Mungkin saja pernyataan tersebut masih belum teruji, namun dalam kenyataannya,
kita menyaksikan banyak anak-anak mengatakan, bahwa pengalaman masa kecil
mempengaruhi pertubuhan serta perkembangan kepribadiannya. Anak-anak yang
sering diperlakukan buruk (mengalami tindakan kekerasan) oleh orangtua akan
mengalami hambatan ---- malahan menyebabkan kepincangan dan penyimpangan ----
psikologis serta perilaku sosial anak di kemudian hari. Sebaliknya, jika
anak-anak menikmati keindahan hubungan antar anggota keluarga, maka pengalaman
itu akan terlihat baik di kemudian hari.
B. MEMBANGUN HUBUNGAN KELUARGA HARMONIS
Orangtua patut mengingat, bahwa kehadiran
anak / anak-anak merupakan pemberian Allah (“Sesungguhnya,
anak-anak lelaki adalah milik pusaka
dari pada TUHAN, dan buah kandungan adalah suatu upah” - MAZ 127:3).
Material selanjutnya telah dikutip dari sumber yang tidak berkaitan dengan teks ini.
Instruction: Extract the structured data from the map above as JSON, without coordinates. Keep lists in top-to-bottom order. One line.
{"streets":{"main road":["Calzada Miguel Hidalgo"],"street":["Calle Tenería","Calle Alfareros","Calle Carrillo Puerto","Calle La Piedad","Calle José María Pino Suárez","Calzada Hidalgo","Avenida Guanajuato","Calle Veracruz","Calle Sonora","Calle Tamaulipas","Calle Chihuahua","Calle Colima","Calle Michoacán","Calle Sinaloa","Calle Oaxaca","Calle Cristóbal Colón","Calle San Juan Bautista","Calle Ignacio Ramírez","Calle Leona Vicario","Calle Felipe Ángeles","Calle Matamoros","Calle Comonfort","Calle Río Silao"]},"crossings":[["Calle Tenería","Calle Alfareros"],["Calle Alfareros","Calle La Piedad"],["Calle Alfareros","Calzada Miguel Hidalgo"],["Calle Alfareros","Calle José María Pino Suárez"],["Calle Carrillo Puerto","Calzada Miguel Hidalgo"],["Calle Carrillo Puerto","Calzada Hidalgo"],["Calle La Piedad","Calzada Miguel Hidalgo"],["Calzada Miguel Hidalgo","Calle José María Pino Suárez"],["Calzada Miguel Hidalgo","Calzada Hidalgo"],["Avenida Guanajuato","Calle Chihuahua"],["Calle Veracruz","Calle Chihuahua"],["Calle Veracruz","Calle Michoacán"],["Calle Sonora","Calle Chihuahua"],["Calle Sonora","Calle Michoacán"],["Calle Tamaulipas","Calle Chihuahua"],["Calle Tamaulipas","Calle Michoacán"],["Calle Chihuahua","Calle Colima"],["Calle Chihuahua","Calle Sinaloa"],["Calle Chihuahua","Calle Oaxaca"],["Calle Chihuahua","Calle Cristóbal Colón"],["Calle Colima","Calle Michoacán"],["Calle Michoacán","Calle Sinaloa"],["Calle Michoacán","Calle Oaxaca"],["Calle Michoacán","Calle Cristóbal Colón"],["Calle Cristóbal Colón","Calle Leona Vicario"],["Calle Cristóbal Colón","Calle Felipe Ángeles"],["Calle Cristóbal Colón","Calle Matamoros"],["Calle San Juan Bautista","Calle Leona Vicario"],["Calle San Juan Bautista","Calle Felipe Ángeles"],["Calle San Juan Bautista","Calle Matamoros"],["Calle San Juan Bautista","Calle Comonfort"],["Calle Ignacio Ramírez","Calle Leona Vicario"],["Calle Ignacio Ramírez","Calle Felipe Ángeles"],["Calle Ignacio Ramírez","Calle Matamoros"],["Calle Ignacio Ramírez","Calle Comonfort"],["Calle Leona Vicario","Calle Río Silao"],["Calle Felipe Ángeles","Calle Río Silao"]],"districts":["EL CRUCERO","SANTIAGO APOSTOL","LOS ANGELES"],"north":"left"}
Jika pemazmur mengatakan, “anak
/ anak-anak itu milik pusaka TUHAN”,
sesungguhnya, ia ingin menegaskan, bahwa harta kekayaan Allah (Bhs. Tapanuli
=> hamoraon Debata nami) telah dianugerahkan / dihadiahkan kepada
suami isteri, agar mereka mengelola dan mengolahnya untuk kehidupan masa depan.
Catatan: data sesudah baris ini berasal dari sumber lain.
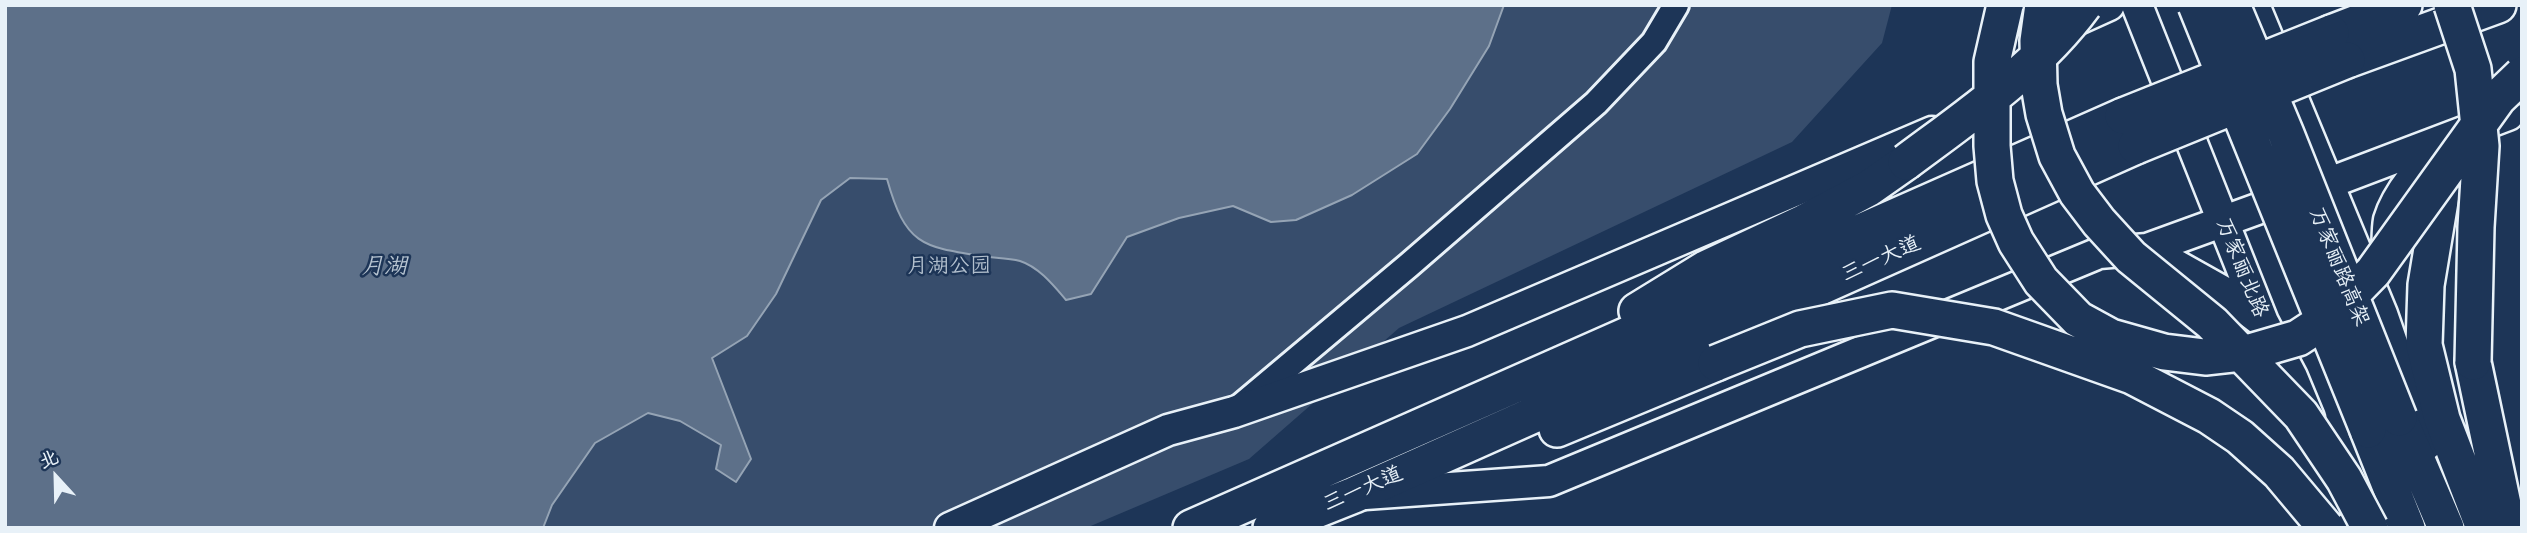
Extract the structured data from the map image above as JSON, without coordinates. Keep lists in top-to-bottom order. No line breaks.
{"streets":{"highway":["三一大道","万家丽路高架"],"main road":["万家丽北路"]},"water":["月湖"],"parks":["月湖公园"],"north":"top"}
Sama seperti seorang pekerja mengolah penghasilan (upah/gaji) sampai menerima
yang baru, demikian pula orangtua mengelola sumber daya anak / anak-anak untuk
membangun masa depan bersama.
“HORMATILAH AYAHMU DAN IBUMU,
seperti yang diperintahkan kepadamu oleh TUHAN, Allahmu, supaya lanjut umurmu
dan baik keadaanmu di tanah yang diberikan TUHAN, Allahmu, kepadamu” (ULNG. 5 : 16).
Umumnya orangtua selalu
mewajibkan anak / anak-anak menghormainya, sebaliknya orangtua tidak selalu
menghormati hak-hak mereka. Katakanlah contoh, hak untuk memperoleh pendidikan
yang layak. Acapkali kita masih menemukan anak / anak-anak usia 6 – 17 tahun
yang putus sekolah dikarenakan kekurangan dana. Malahan anak / anak-anak usia
tersebut diijinkan menjadi tenaga kerja, pengemis, pemulung. Jikalau keadaan
ini ditanyakan, maka orangtua selalu mengelak dari tanggungjawabnya. Pikir
punya pikir : “Mengapa harus bikin anak, kalau tidak sanggup menghidupkan dan
membiayai sekolahnya ? Mengapa anak / anak-anak dijadikan korban
penderita dari kesenangan seksual orangtua ?” Mungkin kita berpikir,
semuanya sudah menjadi garis kehidupan. Sesungguhnya tidak demikian, jika
pasangan suami-isteri merasa keadaan ekonomi keluarga belum memadai untuk
memiliki anak, sebaiknya ia mengikuti program Keluarga Berencana. Jangan pernah
berpikir, bahwa TUHAN akan mengubah kehidupan keluarga, jika suami-isteri tidak
bekerja bersama Dia. Dan, jangan sekali-kali mengorbankan anak demi kepuasan
seksual orangtua.
C. KEKERASAN DALAM RUMAHTANGGA
Masih berbentuk hipotesa saja, menurut
pencermatan saya, umumnya budaya keluarga di wilayah Asia – Afrika hampir
hampir diwarnai pemahaman terkait superioritas (keunggulan) dan dominasi
laki-laki. Mungkin hal ini dilatarbelakangi sistem perkawinan menurut garis
keturunan ayah (patrelineal). Kekerasan
itu bukan hanya dirasakan oleh isteri saja tetapi juga anak / anak-anak.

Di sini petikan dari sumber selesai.